Peasant families were driven out in large numbers by rich investors and were replaced on the land by slave labor. Slaves were in plentiful supply thanks to military victories and the resulting mass enslavement of defeated populations; they could be organized in gangs to provide the necessary labor for large-scale agricultural enterprises, they were relatively cheap and had the additional advantage of being exempt from conscription. Thus the development of the latifundia was facilitated by the influx of wealth and slaves, the products of victories which had been won by the efforts and sacrifice of Italian peasants who served in the army. As Keith Hopkins puts it, “Roman peasant soldiers were fighting for their own displacement.”

In the same way today, America—once a nation of small farms and cottage industries—is now a land of mega-farms and mega-corporations highly dependent on slave labor in the form of 'illegal' human beings, as in prisoners and migrants. These slaves remain in plentiful supply since America is constantly destabilizing South America, to make the slaves march themselves north. This leads to the same tension between American peasantry and the land-holding class. Any debt-slave soldier in the American army is effectively fighting for their own displacement, only the American Empire does this by losing every war rather than winning. For them chaos is a ladder, full of desperate migrants clambering 'up' to America.

This is not a problem. This is the system working as intended. Even the incoherent objections of citizens are exploited to drive wages down even further. As an American Marie Antoinette would say, let them eat hate. Remember that citizens have no real power in America. America was founded on the rights of property owners, and so it remains. Marx described capitalists as merely “capital personified and endowed with consciousness and a will,” and said, “Their own movement within society has for them the form of a movement made by things, and these things, far from being under their control, in fact control them.” American property owners are just stand-ins for the Corporate AI that rules actually the place, but that's another another story yet again.

This invisible hand which visibly rules America does not actually see color or very much care.

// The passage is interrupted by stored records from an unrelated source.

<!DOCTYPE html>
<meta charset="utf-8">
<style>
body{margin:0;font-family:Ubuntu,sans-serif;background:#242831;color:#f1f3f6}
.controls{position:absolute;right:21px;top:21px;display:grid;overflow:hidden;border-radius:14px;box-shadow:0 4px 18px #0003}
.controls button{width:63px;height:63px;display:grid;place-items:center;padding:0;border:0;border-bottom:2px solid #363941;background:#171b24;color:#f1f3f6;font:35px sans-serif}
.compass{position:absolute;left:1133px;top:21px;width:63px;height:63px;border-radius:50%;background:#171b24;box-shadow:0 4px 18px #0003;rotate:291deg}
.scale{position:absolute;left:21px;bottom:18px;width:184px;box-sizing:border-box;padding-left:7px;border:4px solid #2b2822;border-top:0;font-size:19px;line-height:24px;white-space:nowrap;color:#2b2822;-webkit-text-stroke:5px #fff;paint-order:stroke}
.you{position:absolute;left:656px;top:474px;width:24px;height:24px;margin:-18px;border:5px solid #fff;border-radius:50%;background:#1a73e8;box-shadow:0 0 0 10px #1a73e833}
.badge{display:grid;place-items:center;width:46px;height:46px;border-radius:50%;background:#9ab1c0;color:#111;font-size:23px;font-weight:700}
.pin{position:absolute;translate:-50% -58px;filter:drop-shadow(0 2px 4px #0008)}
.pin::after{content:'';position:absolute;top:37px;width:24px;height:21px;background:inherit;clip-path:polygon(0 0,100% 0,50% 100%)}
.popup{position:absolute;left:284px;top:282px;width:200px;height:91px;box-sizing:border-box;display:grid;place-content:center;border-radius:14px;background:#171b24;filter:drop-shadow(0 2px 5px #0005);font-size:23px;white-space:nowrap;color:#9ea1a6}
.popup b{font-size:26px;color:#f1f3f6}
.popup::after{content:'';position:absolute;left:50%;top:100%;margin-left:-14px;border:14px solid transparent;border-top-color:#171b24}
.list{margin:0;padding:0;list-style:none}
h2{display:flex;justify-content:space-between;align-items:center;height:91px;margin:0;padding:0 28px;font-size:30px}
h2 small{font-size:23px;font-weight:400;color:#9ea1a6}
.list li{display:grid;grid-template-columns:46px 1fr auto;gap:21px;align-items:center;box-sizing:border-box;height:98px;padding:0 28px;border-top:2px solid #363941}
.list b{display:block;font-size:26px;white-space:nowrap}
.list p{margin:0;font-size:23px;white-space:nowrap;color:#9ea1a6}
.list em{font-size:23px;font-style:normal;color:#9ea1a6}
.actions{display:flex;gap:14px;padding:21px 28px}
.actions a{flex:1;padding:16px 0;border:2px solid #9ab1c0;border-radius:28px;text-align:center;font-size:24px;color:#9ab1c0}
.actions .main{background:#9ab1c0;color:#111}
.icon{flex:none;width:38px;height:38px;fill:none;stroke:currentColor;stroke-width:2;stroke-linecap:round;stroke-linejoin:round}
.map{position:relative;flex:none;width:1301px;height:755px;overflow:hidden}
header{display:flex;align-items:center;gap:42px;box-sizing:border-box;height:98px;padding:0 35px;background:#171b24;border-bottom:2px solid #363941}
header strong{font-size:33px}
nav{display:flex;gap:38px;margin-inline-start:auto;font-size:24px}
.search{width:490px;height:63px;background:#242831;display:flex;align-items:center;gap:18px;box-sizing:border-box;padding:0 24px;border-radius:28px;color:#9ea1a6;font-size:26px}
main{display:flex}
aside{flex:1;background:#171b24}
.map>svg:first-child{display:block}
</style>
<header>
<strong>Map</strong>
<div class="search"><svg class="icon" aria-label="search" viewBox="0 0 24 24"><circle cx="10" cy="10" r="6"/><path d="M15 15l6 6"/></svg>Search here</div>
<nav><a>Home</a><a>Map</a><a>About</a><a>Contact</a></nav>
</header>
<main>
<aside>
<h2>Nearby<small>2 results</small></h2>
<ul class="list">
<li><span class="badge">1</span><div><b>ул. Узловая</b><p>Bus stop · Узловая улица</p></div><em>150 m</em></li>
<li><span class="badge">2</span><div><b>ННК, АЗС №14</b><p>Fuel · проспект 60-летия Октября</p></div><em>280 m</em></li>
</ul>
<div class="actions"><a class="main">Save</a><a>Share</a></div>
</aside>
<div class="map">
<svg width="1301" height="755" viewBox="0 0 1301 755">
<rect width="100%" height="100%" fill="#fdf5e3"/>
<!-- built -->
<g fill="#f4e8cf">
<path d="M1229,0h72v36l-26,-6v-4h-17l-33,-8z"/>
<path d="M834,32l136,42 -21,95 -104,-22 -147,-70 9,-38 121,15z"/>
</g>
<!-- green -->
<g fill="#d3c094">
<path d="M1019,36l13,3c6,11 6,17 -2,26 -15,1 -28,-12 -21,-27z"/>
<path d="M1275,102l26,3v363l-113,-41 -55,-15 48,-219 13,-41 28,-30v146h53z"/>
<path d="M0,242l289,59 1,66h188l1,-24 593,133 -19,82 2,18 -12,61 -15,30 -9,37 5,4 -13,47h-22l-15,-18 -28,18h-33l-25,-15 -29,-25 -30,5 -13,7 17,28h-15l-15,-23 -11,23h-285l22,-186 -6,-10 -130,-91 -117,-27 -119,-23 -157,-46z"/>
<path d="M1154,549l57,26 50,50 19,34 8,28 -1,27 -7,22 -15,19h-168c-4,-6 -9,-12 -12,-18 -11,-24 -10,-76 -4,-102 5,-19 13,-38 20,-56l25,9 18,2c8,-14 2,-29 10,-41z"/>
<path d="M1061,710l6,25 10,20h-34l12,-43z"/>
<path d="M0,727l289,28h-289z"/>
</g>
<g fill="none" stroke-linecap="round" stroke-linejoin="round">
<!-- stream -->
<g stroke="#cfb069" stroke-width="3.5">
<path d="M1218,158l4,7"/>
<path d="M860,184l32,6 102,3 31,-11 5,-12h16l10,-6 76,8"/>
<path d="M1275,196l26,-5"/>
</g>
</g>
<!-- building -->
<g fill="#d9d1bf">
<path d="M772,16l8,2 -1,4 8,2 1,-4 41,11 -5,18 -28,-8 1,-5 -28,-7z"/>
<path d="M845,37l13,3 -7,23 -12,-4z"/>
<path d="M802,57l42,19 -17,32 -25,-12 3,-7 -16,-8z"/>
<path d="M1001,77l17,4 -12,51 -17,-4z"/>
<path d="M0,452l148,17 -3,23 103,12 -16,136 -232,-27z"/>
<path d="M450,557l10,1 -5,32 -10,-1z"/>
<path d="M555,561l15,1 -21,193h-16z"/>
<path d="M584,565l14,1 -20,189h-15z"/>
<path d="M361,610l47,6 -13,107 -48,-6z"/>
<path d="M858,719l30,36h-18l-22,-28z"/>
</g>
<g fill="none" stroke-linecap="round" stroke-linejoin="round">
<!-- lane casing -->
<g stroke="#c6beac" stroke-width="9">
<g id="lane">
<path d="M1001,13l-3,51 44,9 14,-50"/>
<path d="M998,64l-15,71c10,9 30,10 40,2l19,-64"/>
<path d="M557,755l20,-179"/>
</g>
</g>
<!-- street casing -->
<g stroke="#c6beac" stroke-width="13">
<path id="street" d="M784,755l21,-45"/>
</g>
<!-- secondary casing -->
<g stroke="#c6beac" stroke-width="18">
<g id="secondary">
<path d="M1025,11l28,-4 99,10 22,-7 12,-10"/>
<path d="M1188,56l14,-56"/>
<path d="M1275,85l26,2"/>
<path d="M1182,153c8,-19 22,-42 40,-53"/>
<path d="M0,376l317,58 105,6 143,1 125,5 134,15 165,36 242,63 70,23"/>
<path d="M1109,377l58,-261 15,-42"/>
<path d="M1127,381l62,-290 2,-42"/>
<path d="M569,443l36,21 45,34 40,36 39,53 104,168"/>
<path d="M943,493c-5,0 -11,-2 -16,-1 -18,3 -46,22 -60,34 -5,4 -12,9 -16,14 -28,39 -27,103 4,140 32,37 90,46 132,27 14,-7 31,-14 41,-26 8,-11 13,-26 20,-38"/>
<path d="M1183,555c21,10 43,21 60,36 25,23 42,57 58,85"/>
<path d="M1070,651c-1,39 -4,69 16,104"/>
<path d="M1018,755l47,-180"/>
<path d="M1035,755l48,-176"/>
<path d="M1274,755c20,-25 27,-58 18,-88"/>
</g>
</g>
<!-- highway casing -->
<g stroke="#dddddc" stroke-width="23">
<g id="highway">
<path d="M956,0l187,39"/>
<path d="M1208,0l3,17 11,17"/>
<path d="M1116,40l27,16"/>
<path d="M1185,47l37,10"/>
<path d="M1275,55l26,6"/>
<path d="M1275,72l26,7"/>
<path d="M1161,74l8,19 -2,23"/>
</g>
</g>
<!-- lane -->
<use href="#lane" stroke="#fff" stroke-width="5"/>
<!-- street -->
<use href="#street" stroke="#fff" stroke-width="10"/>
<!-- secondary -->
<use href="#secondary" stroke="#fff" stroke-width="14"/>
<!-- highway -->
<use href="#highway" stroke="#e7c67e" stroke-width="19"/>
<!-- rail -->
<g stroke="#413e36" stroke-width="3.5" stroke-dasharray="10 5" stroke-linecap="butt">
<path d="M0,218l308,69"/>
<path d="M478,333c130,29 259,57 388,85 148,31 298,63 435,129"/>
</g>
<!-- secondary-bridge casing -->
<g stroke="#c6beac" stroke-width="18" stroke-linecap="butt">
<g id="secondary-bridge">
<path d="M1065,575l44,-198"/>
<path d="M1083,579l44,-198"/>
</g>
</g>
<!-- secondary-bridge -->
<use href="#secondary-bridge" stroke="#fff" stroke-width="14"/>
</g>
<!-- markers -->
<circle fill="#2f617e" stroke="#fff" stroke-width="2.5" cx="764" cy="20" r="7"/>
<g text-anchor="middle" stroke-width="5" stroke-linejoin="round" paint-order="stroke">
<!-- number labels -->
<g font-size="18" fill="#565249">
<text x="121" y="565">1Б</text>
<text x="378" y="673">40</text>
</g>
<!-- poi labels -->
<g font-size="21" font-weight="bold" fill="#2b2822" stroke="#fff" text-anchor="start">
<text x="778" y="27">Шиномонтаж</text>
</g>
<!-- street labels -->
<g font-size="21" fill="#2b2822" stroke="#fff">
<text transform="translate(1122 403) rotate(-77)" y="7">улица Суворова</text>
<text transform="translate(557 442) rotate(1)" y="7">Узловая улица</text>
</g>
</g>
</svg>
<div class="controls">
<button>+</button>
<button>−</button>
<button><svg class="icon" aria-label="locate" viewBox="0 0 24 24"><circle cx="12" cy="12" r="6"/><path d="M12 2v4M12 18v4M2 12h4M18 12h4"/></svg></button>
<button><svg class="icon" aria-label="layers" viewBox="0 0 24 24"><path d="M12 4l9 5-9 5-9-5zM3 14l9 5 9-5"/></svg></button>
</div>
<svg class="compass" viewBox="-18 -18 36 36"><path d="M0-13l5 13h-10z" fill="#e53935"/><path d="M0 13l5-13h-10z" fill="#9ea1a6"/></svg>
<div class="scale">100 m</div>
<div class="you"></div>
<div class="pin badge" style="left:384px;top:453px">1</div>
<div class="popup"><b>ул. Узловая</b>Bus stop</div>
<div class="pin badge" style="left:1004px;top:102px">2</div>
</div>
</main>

Darkness is really a measure of how much solar energy someone's homeland has, and how much surplus energy could be drained out them (via slavery or colonization). Humans are just another energy source to the greed Europeans incarnated as corporations and gave continents to munch on. The Corporate AI running the place will exploit anybody (and everybody, eventually), just at different rates. Immigration is not a problem for America, it is a solution for the only problem the machine cares about, which is making money.

So remember that America has always relied on slave/indentured labor and still does. That modern slaves are 'illegals' and prisoners and modern indentured servants are 'legal' migrants or student debtors. People literally outside the law (as illegal or incarcerated) are still picking food and picking up after colonizers, and debt slavery has been extended from 7 years to entire lifetimes. Why does America economically demand immigrant labor and then politically reject it? If you do some napkin math this contradiction is not, in fact, a contradiction at all. It's a calculation. Maximize the amount of immigration to provide labor, then maximize the hate against them, to keep the labor as close to slave as possible.